In: Finance
You are going to value Lauryn’s Doll Co. using the FCF model. After consulting various sources, you find that Lauryn's has a reported equity beta of 1.6, a debt-to-equity ratio of .6, and a tax rate of 21 percent. Assume a risk-free rate of 6 percent and a market risk premium of 8 percent. Lauryn’s Doll Co. had EBIT last year of $53 million, which is net of a depreciation expense of $5.3 million. In addition, Lauryn's made $4.75 million in capital expenditures and increased net working capital by $3.1 million. Assume the FCF is expected to grow at a rate of 2 percent into perpetuity. What is the value of the firm? (Do not round intermediate calculations.
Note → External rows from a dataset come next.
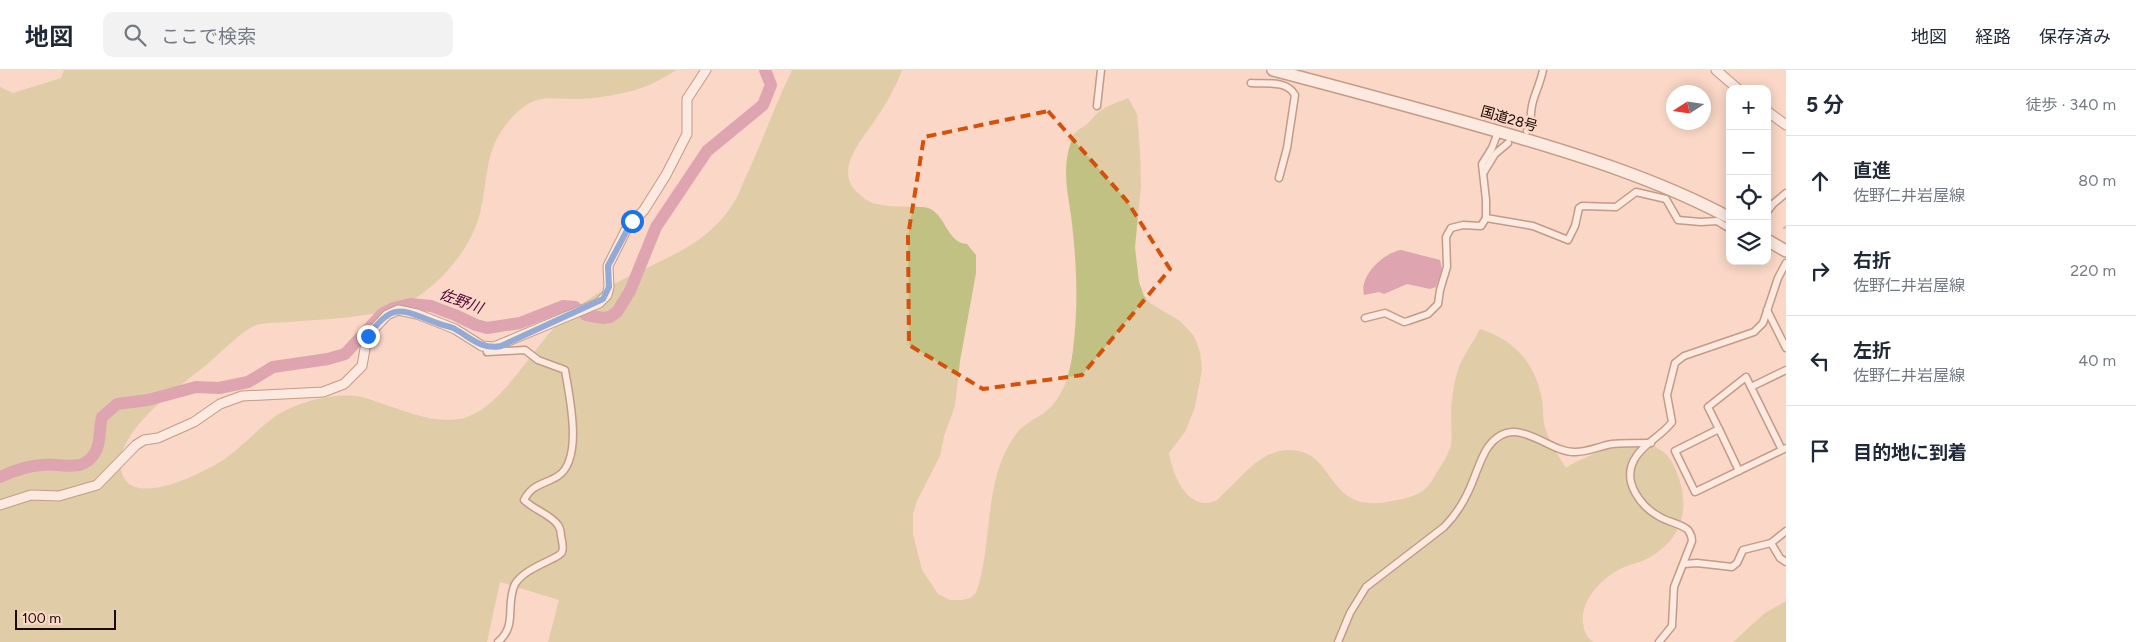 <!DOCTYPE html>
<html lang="ja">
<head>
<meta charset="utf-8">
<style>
	body { margin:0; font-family:Figtree,"Noto Sans JP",sans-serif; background:#f2f2f3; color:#1f2937 }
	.controls { position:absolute; right:15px; top:15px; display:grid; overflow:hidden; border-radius:10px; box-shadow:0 2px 12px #0003 }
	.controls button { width:45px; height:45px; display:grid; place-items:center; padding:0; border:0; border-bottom:1px solid #e0e1e3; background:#fff; color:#1f2937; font:25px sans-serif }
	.compass { position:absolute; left:1666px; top:15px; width:45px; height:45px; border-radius:50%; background:#fff; box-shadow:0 2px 12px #0003; rotate:258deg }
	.scale { position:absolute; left:15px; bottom:12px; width:101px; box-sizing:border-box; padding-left:5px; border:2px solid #190701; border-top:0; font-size:14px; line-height:18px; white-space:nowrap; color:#190701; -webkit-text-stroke:4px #fad7c6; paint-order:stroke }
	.stop { position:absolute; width:15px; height:15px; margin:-11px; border:4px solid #1a73e8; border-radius:50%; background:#fff }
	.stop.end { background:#1a73e8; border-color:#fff; box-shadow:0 1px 5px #0008 }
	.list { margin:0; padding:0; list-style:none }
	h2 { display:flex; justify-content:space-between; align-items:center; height:65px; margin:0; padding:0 20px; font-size:21px }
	h2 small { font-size:16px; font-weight:400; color:#747a83 }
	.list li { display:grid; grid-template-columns:32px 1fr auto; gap:15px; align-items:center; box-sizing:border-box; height:90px; padding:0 20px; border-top:1px solid #e0e1e3 }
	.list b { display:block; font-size:19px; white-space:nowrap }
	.list p { margin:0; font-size:16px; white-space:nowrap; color:#747a83 }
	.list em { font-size:16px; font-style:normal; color:#747a83 }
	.icon { flex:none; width:28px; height:28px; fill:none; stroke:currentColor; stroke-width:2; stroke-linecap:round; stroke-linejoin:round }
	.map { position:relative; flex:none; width:1786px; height:572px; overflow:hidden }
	header { display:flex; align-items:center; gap:30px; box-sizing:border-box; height:70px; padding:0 25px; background:#fff; border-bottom:1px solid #e0e1e3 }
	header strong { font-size:24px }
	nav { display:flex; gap:28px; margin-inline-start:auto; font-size:18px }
	.search { width:350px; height:45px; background:#f2f2f3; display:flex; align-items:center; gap:12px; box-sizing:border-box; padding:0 18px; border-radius:10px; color:#747a83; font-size:19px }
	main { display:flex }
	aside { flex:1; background:#fff }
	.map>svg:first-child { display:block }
	.green { fill:#c2c184 }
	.water { fill:#bc6795 }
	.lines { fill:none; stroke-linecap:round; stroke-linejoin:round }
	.stream { stroke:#bc6795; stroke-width:2 }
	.river { stroke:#bc6795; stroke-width:12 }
	.street-casing { stroke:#825239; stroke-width:9 }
	.secondary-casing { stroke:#825239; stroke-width:11 }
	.highway-casing { stroke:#825239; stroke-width:14 }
	.street { stroke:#fff; stroke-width:6 }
	.secondary { stroke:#fff; stroke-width:9 }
	.highway { stroke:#fff; stroke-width:11 }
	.route { stroke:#1a73e8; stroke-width:6 }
	.marked { fill:none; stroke:#d3510b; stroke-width:4; stroke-dasharray:10 6; stroke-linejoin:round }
	.labels { text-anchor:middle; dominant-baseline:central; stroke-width:5; stroke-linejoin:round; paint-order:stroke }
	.street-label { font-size:14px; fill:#190701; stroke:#fad7c6 }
	.water-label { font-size:15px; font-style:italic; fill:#510036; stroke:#fad7c6 }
</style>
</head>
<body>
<header>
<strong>地図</strong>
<div class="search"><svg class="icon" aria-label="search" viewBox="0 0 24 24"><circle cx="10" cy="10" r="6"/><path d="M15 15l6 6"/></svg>ここで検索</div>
<nav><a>地図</a><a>経路</a><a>保存済み</a></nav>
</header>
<main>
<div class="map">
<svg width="1786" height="572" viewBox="0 0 1786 572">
	<rect width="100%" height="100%" fill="#fad7c6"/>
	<g class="green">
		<path d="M 64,0 L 676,0 C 654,15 634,22 608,26 C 597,28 586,29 575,29 C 555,29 538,24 521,39 C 483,72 490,100 480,143 C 471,181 433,224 396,238 C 369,248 320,249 290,252 C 280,253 267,252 257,255 C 244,259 224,280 212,290 C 184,314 149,336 129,368 C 123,377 119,388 121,399 C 128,441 200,404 220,392 C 241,379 257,359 277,345 C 298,332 331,323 356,326 C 364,327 372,330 380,333 C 406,341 430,353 459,349 C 500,343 533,275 564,248 C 580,234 599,222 618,212 C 659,190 706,177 732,135 C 737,129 740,120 743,113 C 761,76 774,37 792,0 L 902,0 C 896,16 887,33 877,47 C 864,68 832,100 858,123 C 863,128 870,133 877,134 C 892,138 908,136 923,137 C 946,139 945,173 967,174 L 976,185 L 976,203 L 960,291 L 955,336 L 944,366 L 940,386 L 917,431 L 913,444 L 913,464 L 922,500 L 938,524 L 950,530 L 962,530 L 970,528 L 976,523 C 994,472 982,408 1017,363 C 1024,354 1035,349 1044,343 C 1064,328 1070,303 1073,280 C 1078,240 1077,202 1073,163 C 1070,126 1059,103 1073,66 C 1076,60 1082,58 1087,54 C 1092,50 1095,44 1100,41 C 1108,35 1119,32 1128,28 L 1137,44 L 1140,81 L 1141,116 L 1135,177 L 1139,212 L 1144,226 L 1150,233 L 1180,251 L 1194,266 L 1200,282 L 1202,300 L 1195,337 L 1185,362 L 1169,383 C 1172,402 1186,442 1215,431 C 1218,430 1221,426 1223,424 C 1243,407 1258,382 1287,380 C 1338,378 1323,446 1392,431 C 1402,429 1415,427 1424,420 C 1429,416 1434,408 1437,402 C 1442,394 1447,387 1450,378 C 1453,369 1451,357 1451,348 C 1451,332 1453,318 1457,303 C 1461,288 1473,273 1480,259 C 1515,270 1536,294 1542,330 C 1544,339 1542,348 1545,357 C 1549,372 1558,385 1566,398 C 1574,392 1581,390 1589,386 C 1614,373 1630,362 1657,378 C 1663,381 1670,387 1673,394 C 1690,429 1688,464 1652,486 C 1642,493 1630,494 1620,499 C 1602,508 1580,531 1583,553 C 1584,561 1586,567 1593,572 L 548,572 L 559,530 L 500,512 L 487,572 L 0,572 L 0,17 L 13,23 L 61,8 Z"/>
		<polygon points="1786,531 1786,572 1733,572 1765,543"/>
	</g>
	<path class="water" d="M 1401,180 L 1440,190 L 1442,199 L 1436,217 L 1430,219 L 1407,214 L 1384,224 L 1379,222 L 1364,225 C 1359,206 1383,183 1401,180 Z"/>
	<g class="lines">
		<polyline class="stream" points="1784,158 1786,157"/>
		<path class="river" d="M 0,407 C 13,401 26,396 41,395 C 62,392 83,405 96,381 C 101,371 99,358 102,347 L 117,334 L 148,330 L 196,317 L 219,318 L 248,312 L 273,297 L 328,289 L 345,284 L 382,244 L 393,238 L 410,234 L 431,236 L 455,245 L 476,255 L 487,258 L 520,253 L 563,236 L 575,237 L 586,245 L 603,248 L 610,247 L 617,242 L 630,221 L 656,157 L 707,81 L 763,35 L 771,15 L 765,0"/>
		<g class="street-casing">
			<g id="street">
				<path d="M 1251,13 C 1266,14 1287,10 1295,25 L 1287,78 L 1279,108"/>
				<polyline points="1097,36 1101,0"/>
				<path d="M 1527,61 L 1531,56 C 1529,30 1538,23 1543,0"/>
				<polyline points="1484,102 1495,84 1508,73"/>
				<polyline points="1767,142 1773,134 1786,123"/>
				<polyline points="1486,148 1533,156 1568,170 1575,156 1579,138 1582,136 1616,137 1636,122 1666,129 1678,150 1701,152 1717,151 1730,159"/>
				<polyline points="1767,240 1786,278"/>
				<polyline points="1365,248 1385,243 1404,252 1408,251 1428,244 1438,234 1440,220 1447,197 1446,167 1451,158 1463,155 1481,156 1486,148 1486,130 1482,94 1492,78 1498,62"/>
				<path d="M 486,277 L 487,282 L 525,280 L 538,290 L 565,300 C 569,325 584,389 558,406 C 544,415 533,413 524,430 C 534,440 550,444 558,455 C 560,458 561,463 561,466 C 562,471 564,477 562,482 C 559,489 525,497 515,514 C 505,535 518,555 498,572"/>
				<polyline points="1751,317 1786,300"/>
				<polyline points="1719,359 1739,401"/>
				<polyline points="1782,380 1746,307 1708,337 1719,359 1675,381 1695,422 1782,380 1786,378"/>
				<polyline points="1771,473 1780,488 1786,492"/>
				<polyline points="1684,494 1697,493 1732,497 1737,493 1743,480 1771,473 1786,461"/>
				<path d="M 1338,572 L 1350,543 L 1366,517 L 1444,457 C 1458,443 1467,427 1474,408 C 1478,398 1482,386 1488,377 C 1515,340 1547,383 1575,382 C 1588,382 1600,376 1612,374 C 1625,373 1638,373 1651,373"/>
				<path d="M 1659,572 L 1672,556 L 1674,517 L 1692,471 C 1692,467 1691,464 1688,460 C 1682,454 1668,452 1660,447 C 1641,437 1622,412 1634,390 C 1642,374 1662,366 1672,352 L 1667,325 L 1675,293 L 1684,286 L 1754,262 L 1763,253 L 1778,208 L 1786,193"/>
			</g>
		</g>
		<g class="secondary-casing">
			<g id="secondary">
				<polyline points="1716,0 1738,19"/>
				<polyline points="1767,41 1786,55"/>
				<polyline points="0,435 31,425 59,426 97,415 136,375 144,370 158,368 194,352 220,334 242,326 323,322 344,314 362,296 366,273 373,260 387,245 398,240 417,244 455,259 482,276 494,277 599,233 607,225 609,217 608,196 626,160 644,140 666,105 687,64 687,29 706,0"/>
			</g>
		</g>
		<g class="highway-casing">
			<g id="highway">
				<path d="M 1273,0 C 1349,20 1424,40 1500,62 C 1579,85 1657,109 1730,148"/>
				<polyline points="1767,170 1786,181"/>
			</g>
		</g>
		<use href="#street" class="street"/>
		<use href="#secondary" class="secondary"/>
		<use href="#highway" class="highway"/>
	</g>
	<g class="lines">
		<path class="route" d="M 368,266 C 393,231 402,240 437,253 C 443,256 450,256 455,259 C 471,268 482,280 501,276 L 603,229 L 609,217 L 608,196 L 632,151"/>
	</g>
	<path d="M0 0H1786V572H0ZM 1048,41 L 1127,131 L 1170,199 L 1082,305 L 983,319 L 909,275 L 908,166 L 924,67 Z" fill="#fad7c6" fill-opacity=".55" fill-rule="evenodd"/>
	<path class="marked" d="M 1048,41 L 1127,131 L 1170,199 L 1082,305 L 983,319 L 909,275 L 908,166 L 924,67 Z"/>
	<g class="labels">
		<g class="street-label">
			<text transform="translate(1509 49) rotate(16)">国道28号</text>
		</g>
		<g class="water-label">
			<text transform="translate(461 231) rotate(20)">佐野川</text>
		</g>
	</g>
</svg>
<div class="controls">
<button>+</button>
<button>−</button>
<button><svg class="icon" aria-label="locate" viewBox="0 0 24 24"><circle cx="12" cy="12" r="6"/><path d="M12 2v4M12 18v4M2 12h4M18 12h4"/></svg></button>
<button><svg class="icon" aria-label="layers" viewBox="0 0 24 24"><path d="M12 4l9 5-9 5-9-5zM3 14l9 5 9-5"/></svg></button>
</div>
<svg class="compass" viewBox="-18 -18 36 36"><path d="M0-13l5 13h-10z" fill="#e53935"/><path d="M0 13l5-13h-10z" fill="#747a83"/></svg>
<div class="scale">100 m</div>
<div class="stop" style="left:632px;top:151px"></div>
<div class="stop end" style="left:368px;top:266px"></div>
</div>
<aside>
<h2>5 分<small>徒歩 · 340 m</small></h2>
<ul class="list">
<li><svg class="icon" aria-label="ahead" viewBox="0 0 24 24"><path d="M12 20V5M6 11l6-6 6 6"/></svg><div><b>直進</b><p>佐野仁井岩屋線</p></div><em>80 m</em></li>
<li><svg class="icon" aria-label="right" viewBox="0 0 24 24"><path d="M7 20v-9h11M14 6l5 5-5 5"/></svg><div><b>右折</b><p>佐野仁井岩屋線</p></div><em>220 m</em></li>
<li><svg class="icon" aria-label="left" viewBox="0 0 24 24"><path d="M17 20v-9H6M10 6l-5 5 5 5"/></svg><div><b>左折</b><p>佐野仁井岩屋線</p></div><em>40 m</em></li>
<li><svg class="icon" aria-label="arrive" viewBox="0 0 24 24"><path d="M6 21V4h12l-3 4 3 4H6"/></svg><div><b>目的地に到着</b></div></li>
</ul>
</aside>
</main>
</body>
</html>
Enter your answer in millions rounded to 2 decimal places.)
We can calculate the value of firm as follows:
Firstly we need to calculate the Free cash flows which are:
= EBIT * ( 1 - Tax rate) + Depreciation - Capital Expenditure - Net Working Capital
= 53 * ( 1 - 21%) + 5.30 - 4.75 - 3.10
= (53 * 0.79) + 5.30 - 4.75 - 3.10
= 41.87 + 5.30 - 4.75 - 3.10
= $ 39.32 Million
Now we will calculate Assets Beta as:
Equity Beta = Assets Beta * ( 1 + (debt equity ratio * ( 1 - Tax rate ) ) )
Assets Beta = Equity Beta / ( 1 + (debt equity ratio * ( 1 - Tax rate ) ) )
= 1.60 / ( 1 + (0.60 * ( 1 - 21%) ) )
= 1.60 / 1.474
= 1.08548
Required Rate = Risk Free Rate + (Beta x Market Risk Premium)
= 6% + ( 1.08548 * 8% )
= 6% + 8.6838
= 14.6838%
Value of Firm = Free Cash Flows * ( 1 + Growth rate) / (Required rate - Growth rate)
= 39.3 * ( 1 + 2% ) / ( 14.6838% - 2% )
= 39.32 * 1.02 / ( 12.6838% )
= 40.1064 / 12.6838%
= $ 316.20 Million
So, the value of firm is $ 316.20 Million.